Work instruction
Please transcribe the lines below exactly, and leave every image behind.
Start of Entries shown
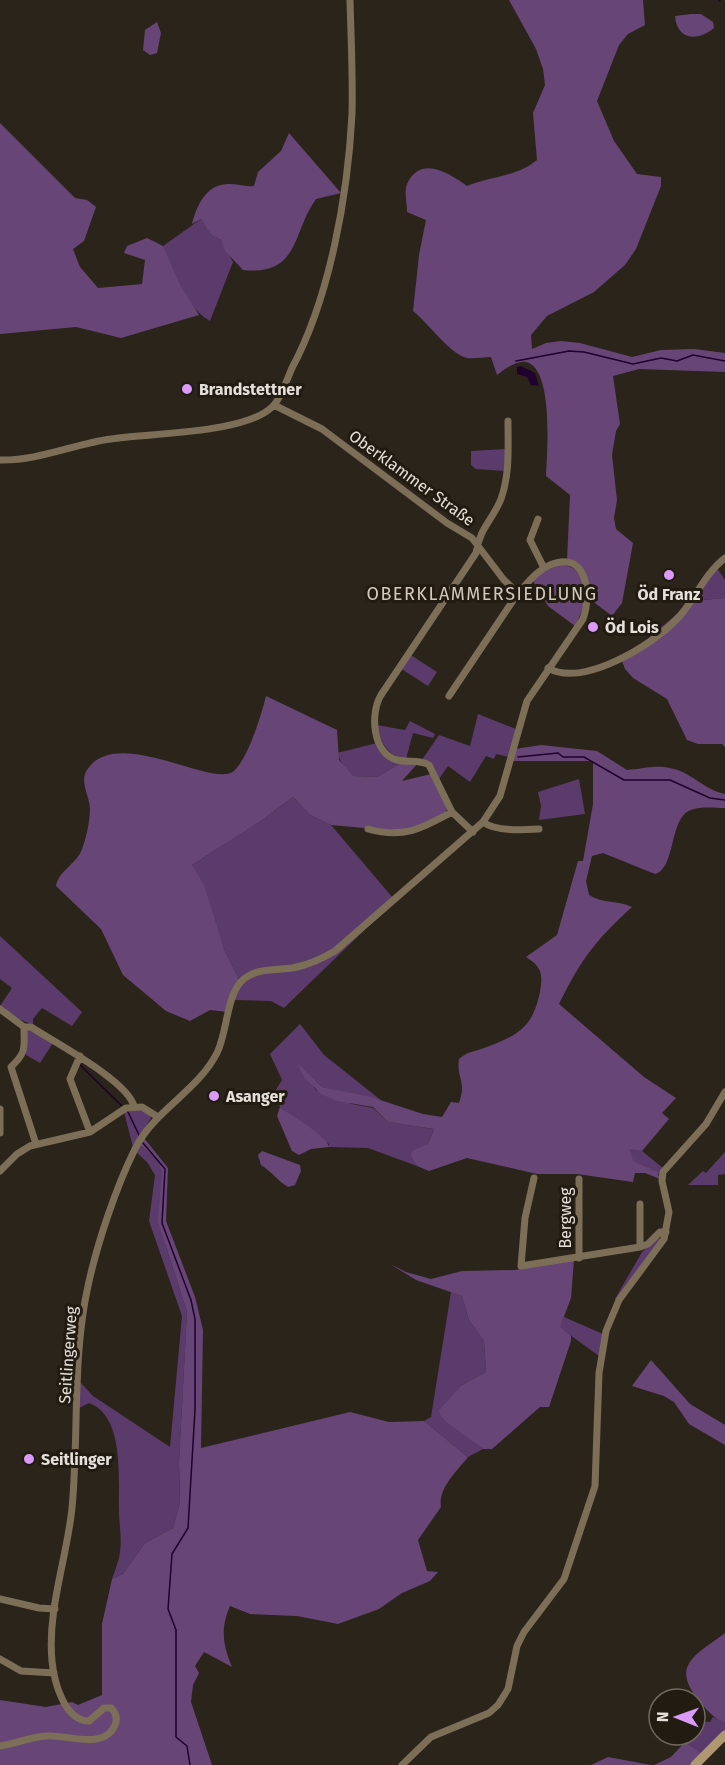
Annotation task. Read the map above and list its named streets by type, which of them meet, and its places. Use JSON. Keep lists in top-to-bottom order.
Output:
{
  "streets": {
    "street": ["Oberklammer Straße", "Bergweg", "Seitlingerweg"]
  },
  "districts": ["OBERKLAMMERSIEDLUNG"],
  "places": [
    "Brandstettner",
    "Öd Franz",
    "Öd Lois",
    "Asanger",
    "Seitlinger"
  ],
  "north": "left"
}
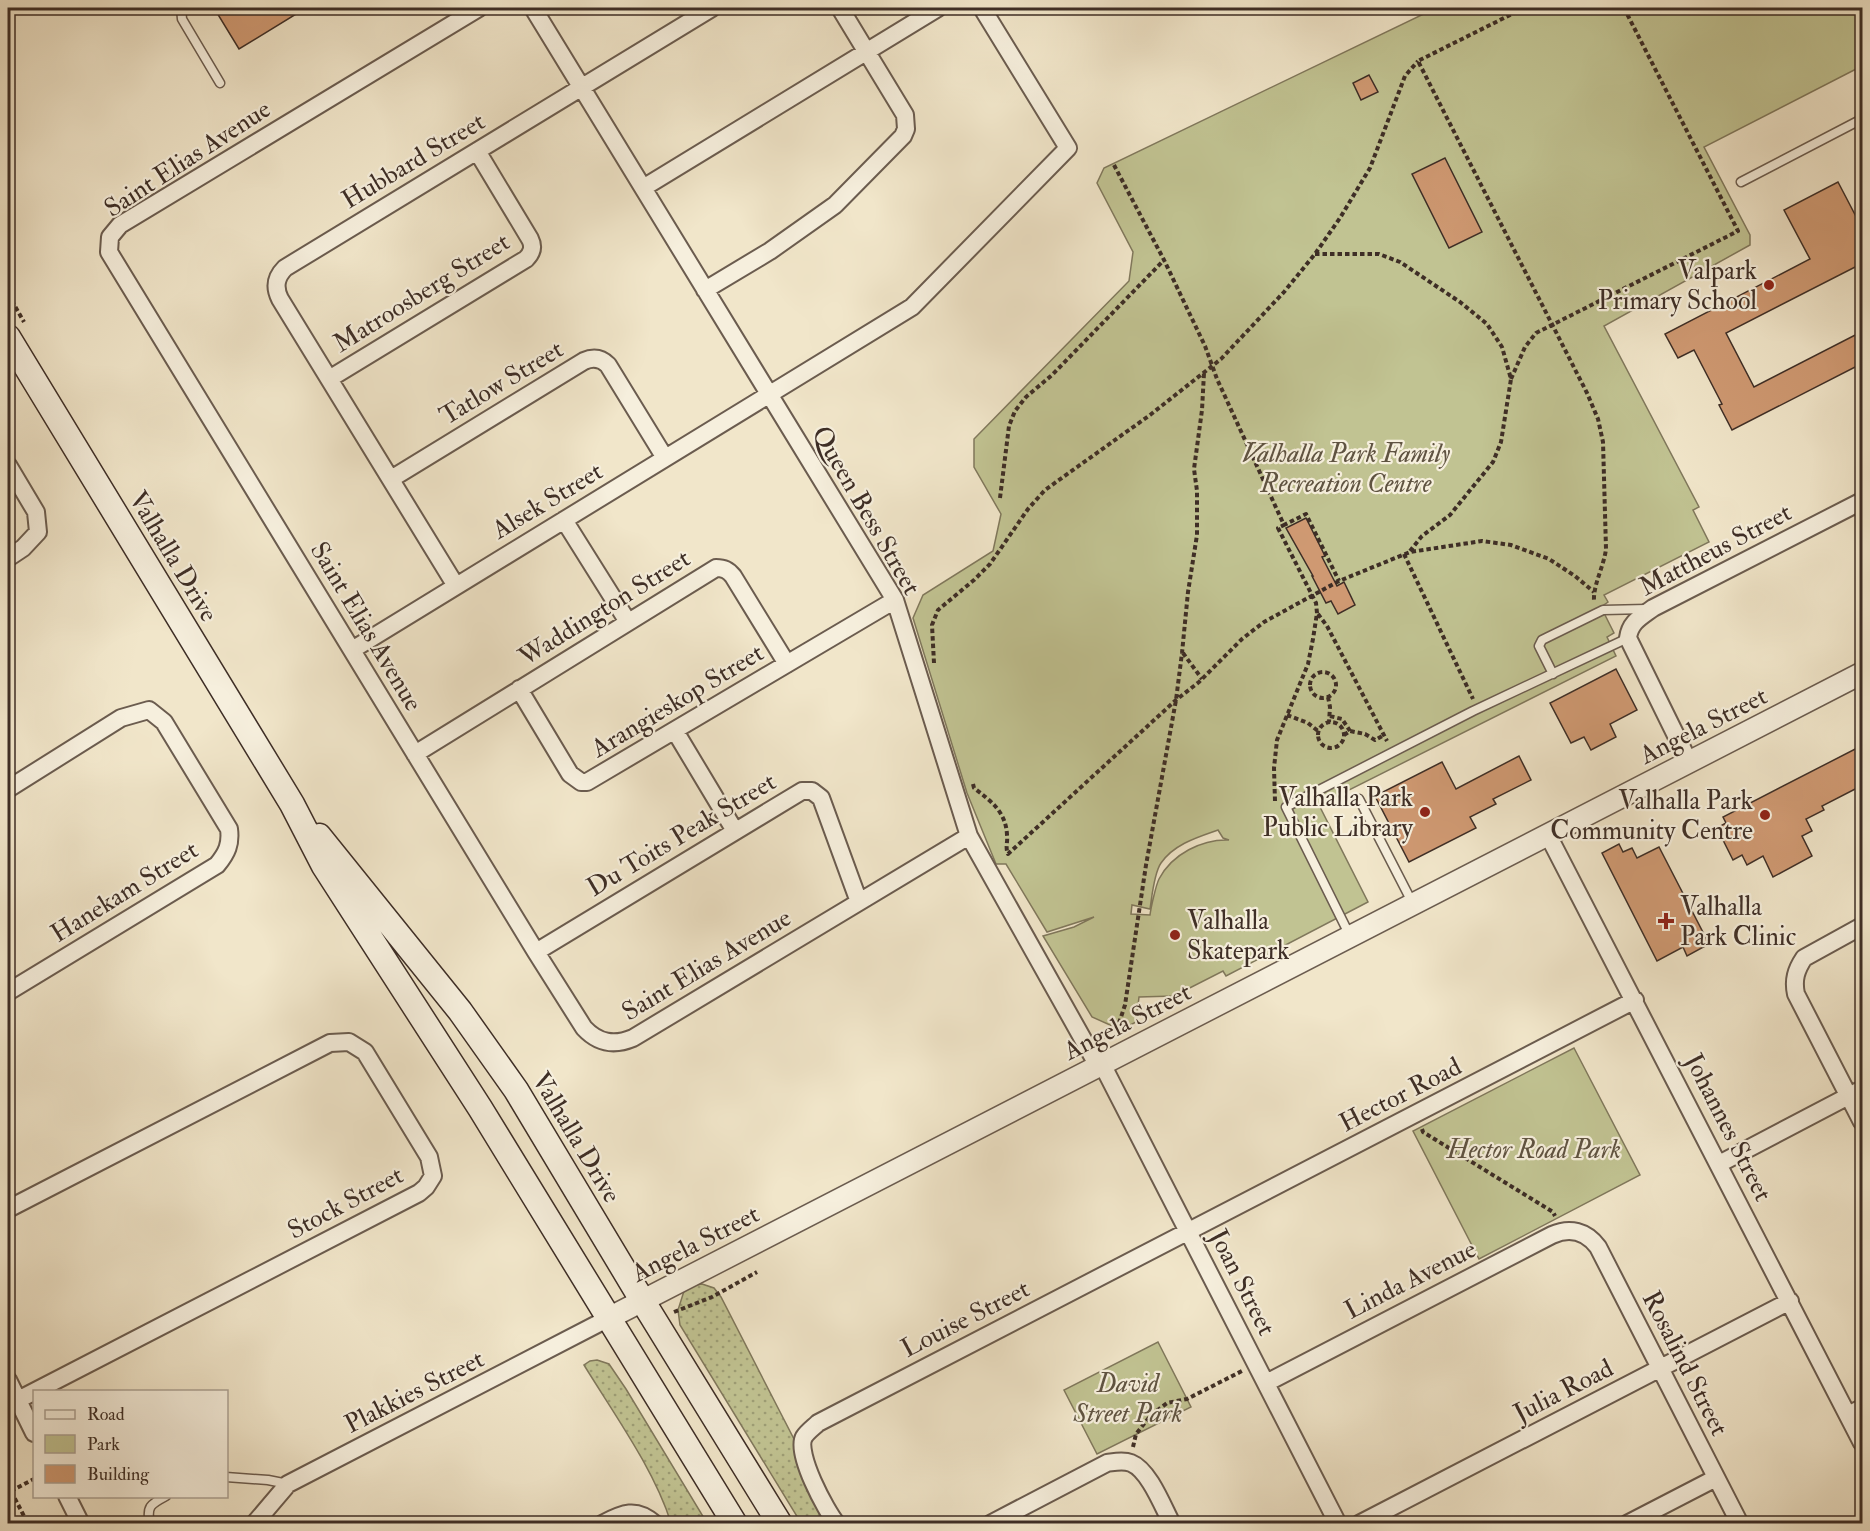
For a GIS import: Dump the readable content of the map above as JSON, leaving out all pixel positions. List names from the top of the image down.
{
  "streets": {
    "main road": ["Valhalla Drive"],
    "street": [
      "Saint Elias Avenue",
      "Hubbard Street",
      "Matroosberg Street",
      "Tatlow Street",
      "Alsek Street",
      "Queen Bess Street",
      "Mattheus Street",
      "Waddington Street",
      "Arangieskop Street",
      "Angela Street",
      "Du Toits Peak Street",
      "Hanekam Street",
      "Hector Road",
      "Johannes Street",
      "Stock Street",
      "Linda Avenue",
      "Joan Street",
      "Louise Street",
      "Rosalind Street",
      "Julia Road",
      "Plakkies Street"
    ]
  },
  "crossings": [
    ["Saint Elias Avenue", "Alsek Street"],
    ["Saint Elias Avenue", "Queen Bess Street"],
    ["Saint Elias Avenue", "Waddington Street"],
    ["Saint Elias Avenue", "Du Toits Peak Street"],
    ["Hubbard Street", "Matroosberg Street"],
    ["Hubbard Street", "Queen Bess Street"],
    ["Tatlow Street", "Alsek Street"],
    ["Alsek Street", "Queen Bess Street"],
    ["Queen Bess Street", "Arangieskop Street"],
    ["Queen Bess Street", "Angela Street"],
    ["Queen Bess Street", "Joan Street"],
    ["Valhalla Drive", "Angela Street"],
    ["Valhalla Drive", "Plakkies Street"],
    ["Waddington Street", "Arangieskop Street"],
    ["Angela Street", "Johannes Street"],
    ["Angela Street", "Joan Street"],
    ["Angela Street", "Plakkies Street"],
    ["Hector Road", "Johannes Street"],
    ["Hector Road", "Joan Street"],
    ["Hector Road", "Louise Street"],
    ["Johannes Street", "Julia Road"],
    ["Linda Avenue", "Joan Street"],
    ["Linda Avenue", "Rosalind Street"],
    ["Joan Street", "Louise Street"],
    ["Rosalind Street", "Julia Road"]
  ],
  "parks": ["Valhalla Park Family Recreation Centre", "Hector Road Park", "David Street Park"],
  "places": {
    "other": [
      "Valpark Primary School",
      "Valhalla Park Public Library",
      "Valhalla Park Community Centre",
      "Valhalla Skatepark"
    ],
    "health": ["Valhalla Park Clinic"]
  },
  "legend": ["Road", "Park", "Building"]
}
End of Entries shown
Solution to this task
Annotation task. Read the map above and list its named streets by type, which of them meet, and its places. Use JSON. Keep lists in top-to-bottom order.
Output:
{
  "streets": {
    "street": ["Oberklammer Straße", "Bergweg", "Seitlingerweg"]
  },
  "districts": ["OBERKLAMMERSIEDLUNG"],
  "places": [
    "Brandstettner",
    "Öd Franz",
    "Öd Lois",
    "Asanger",
    "Seitlinger"
  ],
  "north": "left"
}
For a GIS import: Dump the readable content of the map above as JSON, leaving out all pixel positions. List names from the top of the image down.
{
  "streets": {
    "main road": ["Valhalla Drive"],
    "street": [
      "Saint Elias Avenue",
      "Hubbard Street",
      "Matroosberg Street",
      "Tatlow Street",
      "Alsek Street",
      "Queen Bess Street",
      "Mattheus Street",
      "Waddington Street",
      "Arangieskop Street",
      "Angela Street",
      "Du Toits Peak Street",
      "Hanekam Street",
      "Hector Road",
      "Johannes Street",
      "Stock Street",
      "Linda Avenue",
      "Joan Street",
      "Louise Street",
      "Rosalind Street",
      "Julia Road",
      "Plakkies Street"
    ]
  },
  "crossings": [
    ["Saint Elias Avenue", "Alsek Street"],
    ["Saint Elias Avenue", "Queen Bess Street"],
    ["Saint Elias Avenue", "Waddington Street"],
    ["Saint Elias Avenue", "Du Toits Peak Street"],
    ["Hubbard Street", "Matroosberg Street"],
    ["Hubbard Street", "Queen Bess Street"],
    ["Tatlow Street", "Alsek Street"],
    ["Alsek Street", "Queen Bess Street"],
    ["Queen Bess Street", "Arangieskop Street"],
    ["Queen Bess Street", "Angela Street"],
    ["Queen Bess Street", "Joan Street"],
    ["Valhalla Drive", "Angela Street"],
    ["Valhalla Drive", "Plakkies Street"],
    ["Waddington Street", "Arangieskop Street"],
    ["Angela Street", "Johannes Street"],
    ["Angela Street", "Joan Street"],
    ["Angela Street", "Plakkies Street"],
    ["Hector Road", "Johannes Street"],
    ["Hector Road", "Joan Street"],
    ["Hector Road", "Louise Street"],
    ["Johannes Street", "Julia Road"],
    ["Linda Avenue", "Joan Street"],
    ["Linda Avenue", "Rosalind Street"],
    ["Joan Street", "Louise Street"],
    ["Rosalind Street", "Julia Road"]
  ],
  "parks": ["Valhalla Park Family Recreation Centre", "Hector Road Park", "David Street Park"],
  "places": {
    "other": [
      "Valpark Primary School",
      "Valhalla Park Public Library",
      "Valhalla Park Community Centre",
      "Valhalla Skatepark"
    ],
    "health": ["Valhalla Park Clinic"]
  },
  "legend": ["Road", "Park", "Building"]
}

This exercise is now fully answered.